Solve $\int _0^x \sin (t^2) \text{d}t$ using MacLaurin series (for $x \in \mathbb{R}$)

Question

We know that $\sin (t)=\sum _{n=0}^{\infty} (-1)^n \dfrac{t^{2n+1}}{(2n+1)!}$, and this implies that $\sin (t^2)=\sum _{n=0}^{\infty} (-1)^n \dfrac{(t^2)^{2n+1}}{(2n+1)!}=\sum _{n=0}^{\infty} (-1)^n \dfrac{t^{4n+2}}{(2n+1)!}$. Now, to solve the integral, I have to use the identity: $$\int _0^x \sin (t^2) \text{d}t=\int_0^x \sum_{n=0}^\infty(-1)^n\dfrac{t^{4n+2}}{(2n+1)!}\text{d}t=\sum_{n=0}^\infty \dfrac{(-1)^n}{(2n+1)!}\int_0^xt^{4n+2}\text{d}t$$ The problem is that I can exchange integral and infinite sum only when the power series converges.
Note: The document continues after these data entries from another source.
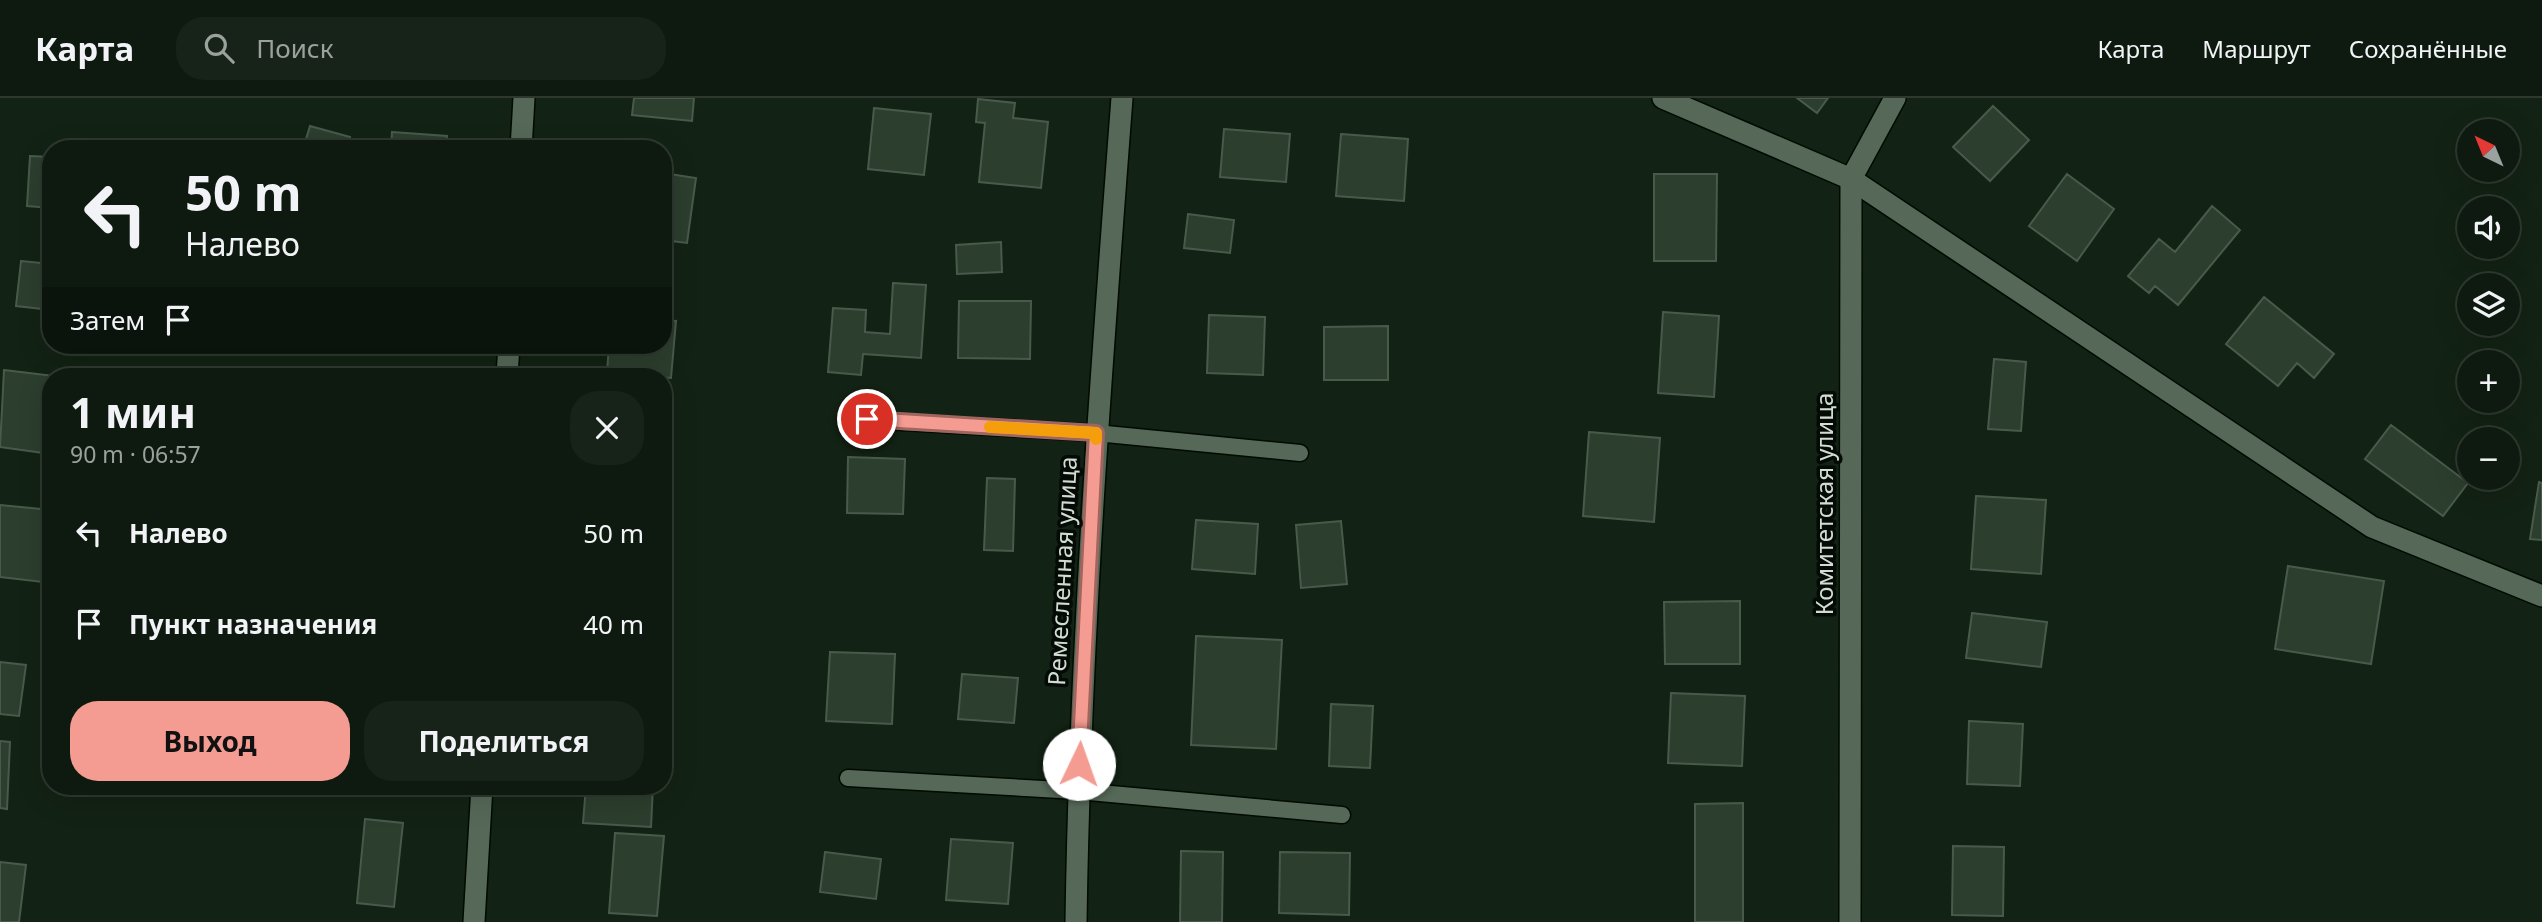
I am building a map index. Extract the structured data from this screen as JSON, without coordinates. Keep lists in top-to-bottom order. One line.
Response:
{"streets":{"street":["Комитетская улица","Ремесленная улица"]},"north":"top left","page":{"header":"Карта","search":"Поиск","nav":["Карта","Маршрут","Сохранённые"],"map_buttons":["+","−"],"turn":["50 m","Налево"],"then":"Затем","heading":["1 мин","90 m · 06:57"],"list":[{"name":"Налево","value":"50 m"},{"name":"Пункт назначения","value":"40 m"}],"buttons":["Выход","Поделиться"]}}
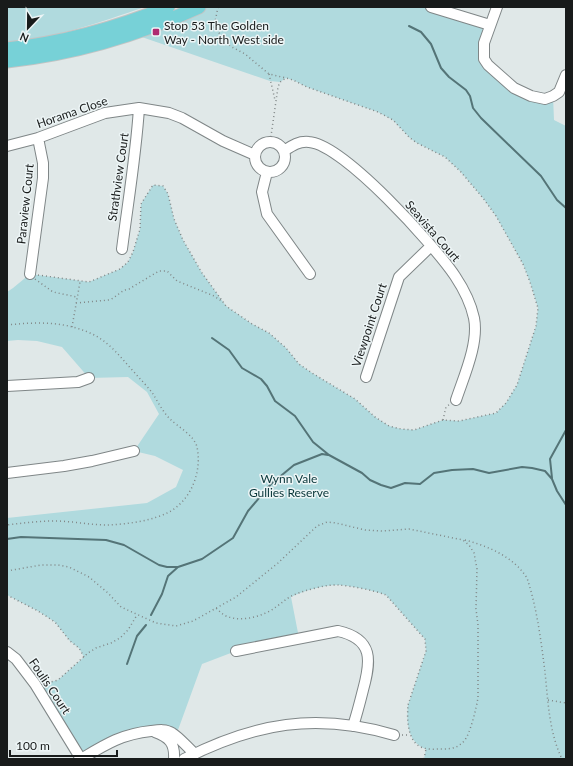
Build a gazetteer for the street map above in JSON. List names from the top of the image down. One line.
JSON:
{"streets":{"street":["Horama Close","Strathview Court","Paraview Court","Seavista Court","Viewpoint Court","Foulis Court"]},"crossings":[["Horama Close","Strathview Court"],["Horama Close","Paraview Court"],["Horama Close","Seavista Court"],["Seavista Court","Viewpoint Court"]],"parks":["Wynn Vale Gullies Reserve"],"places":{"transit":["Stop 53 The Golden Way - North West side"]},"scale_bar":"100 m","north":"bottom"}
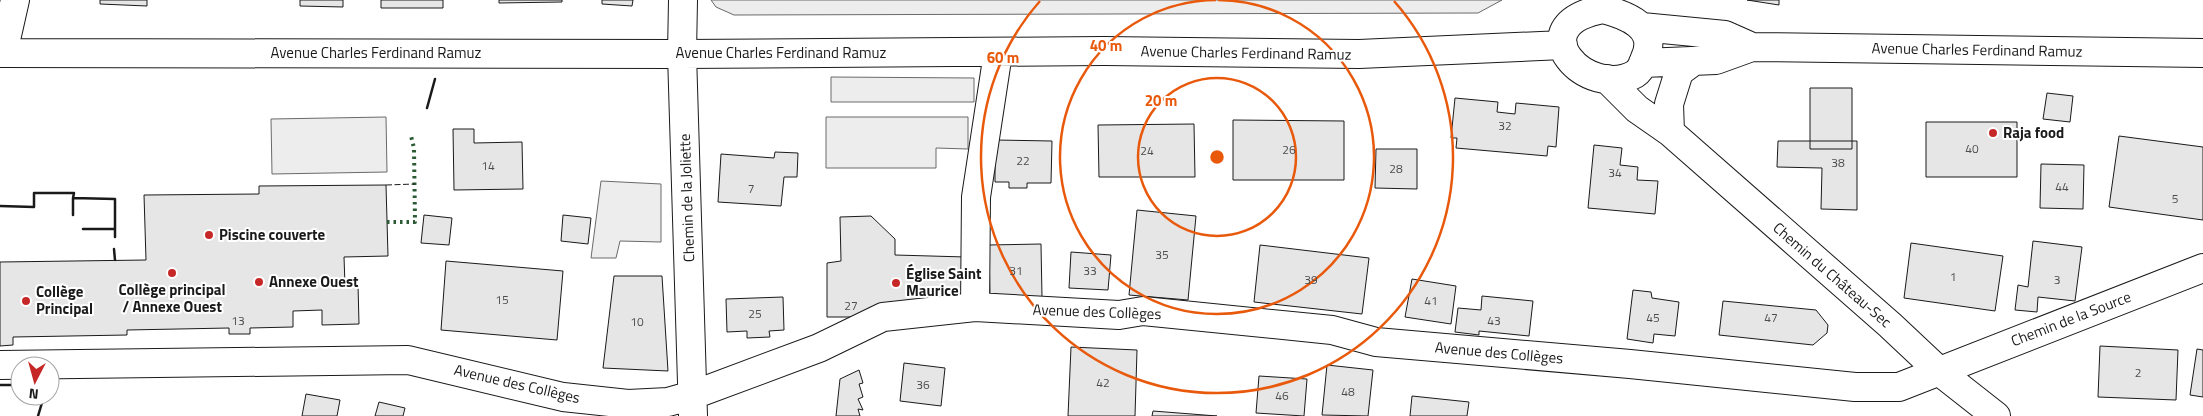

In this case, I can rewrite my series into a power series the following way: $$\sum_{n=0}^\infty (-1)^n\dfrac{t^{4n+2}}{(2n+1)!}=\sum_{n=0}^\infty a_nt^n \qquad \text{where }a_{n}= \begin{cases}0 & \text { if } \not\exists k \in \mathbb{N}:n=4k+2 \\ \dfrac{(-1)^{(n-2)/4}}{\left(\frac{n}{2}\right)!} & \text { otherwise }\end{cases}$$ So we can calculate the radius of convergence $\rho$ by using d'Alembert theorem: $$\limsup _{n \rightarrow +\infty} \left|\dfrac{a_{n+1}}{a_n}\right|=?$$ We want $\rho =+\infty$, because the integration domain is $(0,x)$ with $x \in \mathbb{R}$, so we must have a power series that converges for every $t \in \mathbb{R}$, so the $\limsup$ must be $0$, but how can I calculate it formally? We have that the possibilities for $|a_{n+1}/a_n|$ are $0,0/0,(1/(n/2)!)/0$, so it seems to me that this $\limsup$ is $0$, but I don't know how to say it.